O cenário é semelhante ao que vem sendo registrado atualmente no País. 

"Tudo isso faz com que, com rendimento real menor, tenhamos um comprometimento maior da renda das pessoas, e por isso o nível de endividamento das pessoas vem subindo, e batendo recordes, enquanto o índice de inadimplência está bem elevado. Isso gera a necessidade de uma repactuação em relação á retomada do crescimento de renda real para se reestruturar a capacidade de consumo das pessoas e tentar ajudar a diminuir esses índices", explicou.

Cuidados necessários 

Contudo, o economista e membro do Corecon-CE, Davi Azim, o Governo Federal precisa considerar outros fatores além apenas da inflação para determinar a regra de reajuste do salário mínimo para não comprometer o nível de atividade econômica. 

Segundo ele, caso a taxa de juros esteja muito elevada, aliada a um cenário de inflação também alta, corrigir o SM usando apenas uma regra pode ter impactos diretos à operação das empresas e ao nível de atividade econômica. Ele destacou que o aumento de custos para os negócios pode acabar sendo prejudicial para a geração de vagas de trabalho, podendo aumentar a taxa de desemprego.

Esse cenário seria, segundo Azim, prejudicial até para os trabalhadores, mesmo com um aumento do salário mínimo acima da inflação. 

"É preciso afirmar que não temos uma inflação elevada, e o controle da inflação é muito importante para perder o poder der compra. Se temos inflação elevada, e o salário mínimo precisa se ajustado acima da inflação para se manter algum tipo de ganho real, isso também impacta as empresas. Inflação alta significa menor poder de comprar e as empresas deixam de girar atividades. Isso prejudica empregos, a renda e o consumo das pessoas", disse. 

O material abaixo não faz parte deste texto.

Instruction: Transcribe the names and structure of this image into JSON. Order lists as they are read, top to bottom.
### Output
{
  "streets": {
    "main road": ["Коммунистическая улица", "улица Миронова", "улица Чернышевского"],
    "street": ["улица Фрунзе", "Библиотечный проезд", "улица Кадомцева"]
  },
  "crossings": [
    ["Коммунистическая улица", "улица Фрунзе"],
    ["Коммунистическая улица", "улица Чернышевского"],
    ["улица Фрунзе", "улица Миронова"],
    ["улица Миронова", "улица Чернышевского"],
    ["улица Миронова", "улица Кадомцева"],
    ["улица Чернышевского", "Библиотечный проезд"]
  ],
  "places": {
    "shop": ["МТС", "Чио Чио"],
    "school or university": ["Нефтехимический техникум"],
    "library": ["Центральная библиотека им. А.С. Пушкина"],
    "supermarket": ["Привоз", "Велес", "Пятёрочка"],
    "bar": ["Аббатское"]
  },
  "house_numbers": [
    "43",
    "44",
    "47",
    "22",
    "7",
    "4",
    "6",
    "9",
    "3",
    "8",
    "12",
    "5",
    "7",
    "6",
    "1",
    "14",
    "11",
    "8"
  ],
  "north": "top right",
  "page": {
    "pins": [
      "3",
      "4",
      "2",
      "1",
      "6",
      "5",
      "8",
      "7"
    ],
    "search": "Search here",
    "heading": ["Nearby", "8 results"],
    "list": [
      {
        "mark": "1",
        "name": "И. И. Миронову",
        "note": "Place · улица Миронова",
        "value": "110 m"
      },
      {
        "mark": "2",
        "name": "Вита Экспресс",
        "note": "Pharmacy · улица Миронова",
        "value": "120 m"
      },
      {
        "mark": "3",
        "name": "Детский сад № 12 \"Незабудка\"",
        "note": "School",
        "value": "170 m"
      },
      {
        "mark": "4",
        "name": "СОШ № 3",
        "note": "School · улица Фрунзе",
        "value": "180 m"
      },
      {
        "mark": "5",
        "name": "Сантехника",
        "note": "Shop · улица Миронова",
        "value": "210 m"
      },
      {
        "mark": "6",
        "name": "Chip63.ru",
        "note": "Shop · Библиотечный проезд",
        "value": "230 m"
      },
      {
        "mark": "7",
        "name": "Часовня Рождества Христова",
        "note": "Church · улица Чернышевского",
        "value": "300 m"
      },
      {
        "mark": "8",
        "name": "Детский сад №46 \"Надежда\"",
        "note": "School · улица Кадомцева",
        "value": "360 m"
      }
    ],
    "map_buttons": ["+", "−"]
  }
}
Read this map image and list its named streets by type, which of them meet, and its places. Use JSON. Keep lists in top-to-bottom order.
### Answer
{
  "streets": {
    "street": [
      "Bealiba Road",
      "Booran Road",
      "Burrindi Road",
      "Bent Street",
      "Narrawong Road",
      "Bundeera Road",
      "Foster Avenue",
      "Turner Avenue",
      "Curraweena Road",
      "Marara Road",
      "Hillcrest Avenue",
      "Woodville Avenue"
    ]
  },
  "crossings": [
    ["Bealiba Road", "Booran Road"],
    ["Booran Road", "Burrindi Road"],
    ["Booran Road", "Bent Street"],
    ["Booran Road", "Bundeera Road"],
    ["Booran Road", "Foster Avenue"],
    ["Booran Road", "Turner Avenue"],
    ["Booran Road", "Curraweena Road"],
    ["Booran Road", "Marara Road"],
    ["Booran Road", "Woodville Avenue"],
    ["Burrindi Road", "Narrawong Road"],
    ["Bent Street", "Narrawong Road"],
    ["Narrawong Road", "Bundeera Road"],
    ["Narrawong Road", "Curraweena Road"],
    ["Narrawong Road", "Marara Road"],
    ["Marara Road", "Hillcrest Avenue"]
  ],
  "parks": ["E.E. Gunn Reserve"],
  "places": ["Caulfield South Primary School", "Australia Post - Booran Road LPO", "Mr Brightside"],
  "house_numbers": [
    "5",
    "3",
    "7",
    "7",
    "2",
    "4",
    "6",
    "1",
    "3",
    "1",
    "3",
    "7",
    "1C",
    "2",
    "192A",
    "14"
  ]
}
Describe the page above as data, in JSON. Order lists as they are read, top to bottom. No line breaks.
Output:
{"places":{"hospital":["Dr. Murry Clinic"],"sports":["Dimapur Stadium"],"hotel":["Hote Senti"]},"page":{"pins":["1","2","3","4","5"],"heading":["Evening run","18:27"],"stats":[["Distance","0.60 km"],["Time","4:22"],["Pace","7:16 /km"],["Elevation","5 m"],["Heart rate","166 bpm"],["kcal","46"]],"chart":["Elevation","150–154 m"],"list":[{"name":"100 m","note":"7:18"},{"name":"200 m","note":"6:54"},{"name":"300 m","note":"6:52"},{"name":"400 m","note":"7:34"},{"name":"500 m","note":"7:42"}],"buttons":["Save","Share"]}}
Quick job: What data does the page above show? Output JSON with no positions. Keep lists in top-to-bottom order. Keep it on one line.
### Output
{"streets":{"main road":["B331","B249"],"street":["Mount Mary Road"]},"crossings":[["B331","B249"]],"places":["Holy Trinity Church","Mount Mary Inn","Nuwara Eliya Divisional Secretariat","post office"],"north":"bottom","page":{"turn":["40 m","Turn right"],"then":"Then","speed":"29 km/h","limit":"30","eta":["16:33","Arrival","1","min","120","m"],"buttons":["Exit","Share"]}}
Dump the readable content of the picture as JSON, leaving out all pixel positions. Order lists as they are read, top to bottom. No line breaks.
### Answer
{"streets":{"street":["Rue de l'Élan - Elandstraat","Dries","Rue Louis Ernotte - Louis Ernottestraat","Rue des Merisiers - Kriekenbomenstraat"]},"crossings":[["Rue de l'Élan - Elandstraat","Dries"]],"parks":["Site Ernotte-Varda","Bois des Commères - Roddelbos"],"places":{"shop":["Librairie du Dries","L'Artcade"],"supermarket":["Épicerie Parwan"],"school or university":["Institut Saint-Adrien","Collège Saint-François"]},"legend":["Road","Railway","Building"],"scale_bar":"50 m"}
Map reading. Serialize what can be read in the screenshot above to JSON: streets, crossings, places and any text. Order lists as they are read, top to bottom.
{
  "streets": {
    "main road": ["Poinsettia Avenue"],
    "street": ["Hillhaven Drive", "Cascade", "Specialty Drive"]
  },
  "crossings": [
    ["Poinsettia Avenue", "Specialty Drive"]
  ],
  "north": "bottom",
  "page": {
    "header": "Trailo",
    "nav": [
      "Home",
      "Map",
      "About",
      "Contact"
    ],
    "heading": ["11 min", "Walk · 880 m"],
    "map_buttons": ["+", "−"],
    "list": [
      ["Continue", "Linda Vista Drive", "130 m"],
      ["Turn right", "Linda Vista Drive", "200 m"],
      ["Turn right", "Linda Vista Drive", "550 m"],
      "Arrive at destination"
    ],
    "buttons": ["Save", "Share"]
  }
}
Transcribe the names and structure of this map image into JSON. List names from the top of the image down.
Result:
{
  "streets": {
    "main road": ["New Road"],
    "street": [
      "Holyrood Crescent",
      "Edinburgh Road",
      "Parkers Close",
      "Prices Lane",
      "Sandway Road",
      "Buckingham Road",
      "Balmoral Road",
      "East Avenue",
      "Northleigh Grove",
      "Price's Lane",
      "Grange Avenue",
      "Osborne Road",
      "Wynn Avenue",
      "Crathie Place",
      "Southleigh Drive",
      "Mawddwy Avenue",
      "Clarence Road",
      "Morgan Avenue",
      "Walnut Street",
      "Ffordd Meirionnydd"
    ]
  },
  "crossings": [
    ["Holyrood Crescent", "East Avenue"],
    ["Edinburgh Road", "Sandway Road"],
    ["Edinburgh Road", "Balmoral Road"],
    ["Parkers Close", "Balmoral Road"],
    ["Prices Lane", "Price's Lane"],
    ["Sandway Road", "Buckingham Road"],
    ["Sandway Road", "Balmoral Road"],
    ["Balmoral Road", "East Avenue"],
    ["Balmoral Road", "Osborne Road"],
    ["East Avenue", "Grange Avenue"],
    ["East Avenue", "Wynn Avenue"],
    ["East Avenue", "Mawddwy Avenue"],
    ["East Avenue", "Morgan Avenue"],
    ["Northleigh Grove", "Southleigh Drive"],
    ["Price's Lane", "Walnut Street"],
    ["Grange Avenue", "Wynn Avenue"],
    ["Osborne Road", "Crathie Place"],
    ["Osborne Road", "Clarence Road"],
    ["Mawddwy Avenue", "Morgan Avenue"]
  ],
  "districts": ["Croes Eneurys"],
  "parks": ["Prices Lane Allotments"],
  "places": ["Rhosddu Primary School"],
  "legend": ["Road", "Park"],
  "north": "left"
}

"Existem outros fatores que precisam ser considerados. A inflação é importante, mas a taxa de juros também. Se você aumentar o salário mínimo, dependendo de como está o processo inflacionário, na realidade, podemos prejudicar o cidadão que busca por emprego", completou.

Nota do Ministério 

Apesar das projeções do ministro Paulo Guedes sobre os reajustes ao SM, o Ministério da Economia emitiu uma nota afirmando não há "qualquer plano" até o momento.

Confira na íntegra: 

"O Ministério da Economia informa que não há qualquer plano para alterar as regras dos reajustes anuais do salário mínimo e das aposentadorias pela inflação (INPC).

O ministro Paulo Guedes afirma que o salário mínimo e as aposentadorias serão corrigidas, no mínimo, pelo índice da inflação, podendo inclusive, ter uma correção acima deste percentual.

É falaciosa a informação de que o ministério pretende adotar medida que possa causar danos à camada mais frágil da população.

O fato é que o governo priorizou a assistência aos mais frágeis, com programas de apoio durante a pandemia. O governo triplicou o valor do Auxílio-Brasil, além de estender o alcance do programa para mais de 20 milhões de famílias. Nem mesmo durante o momento mais crítico da Covid-19, os reajustes deixaram de ser integralmente aplicados."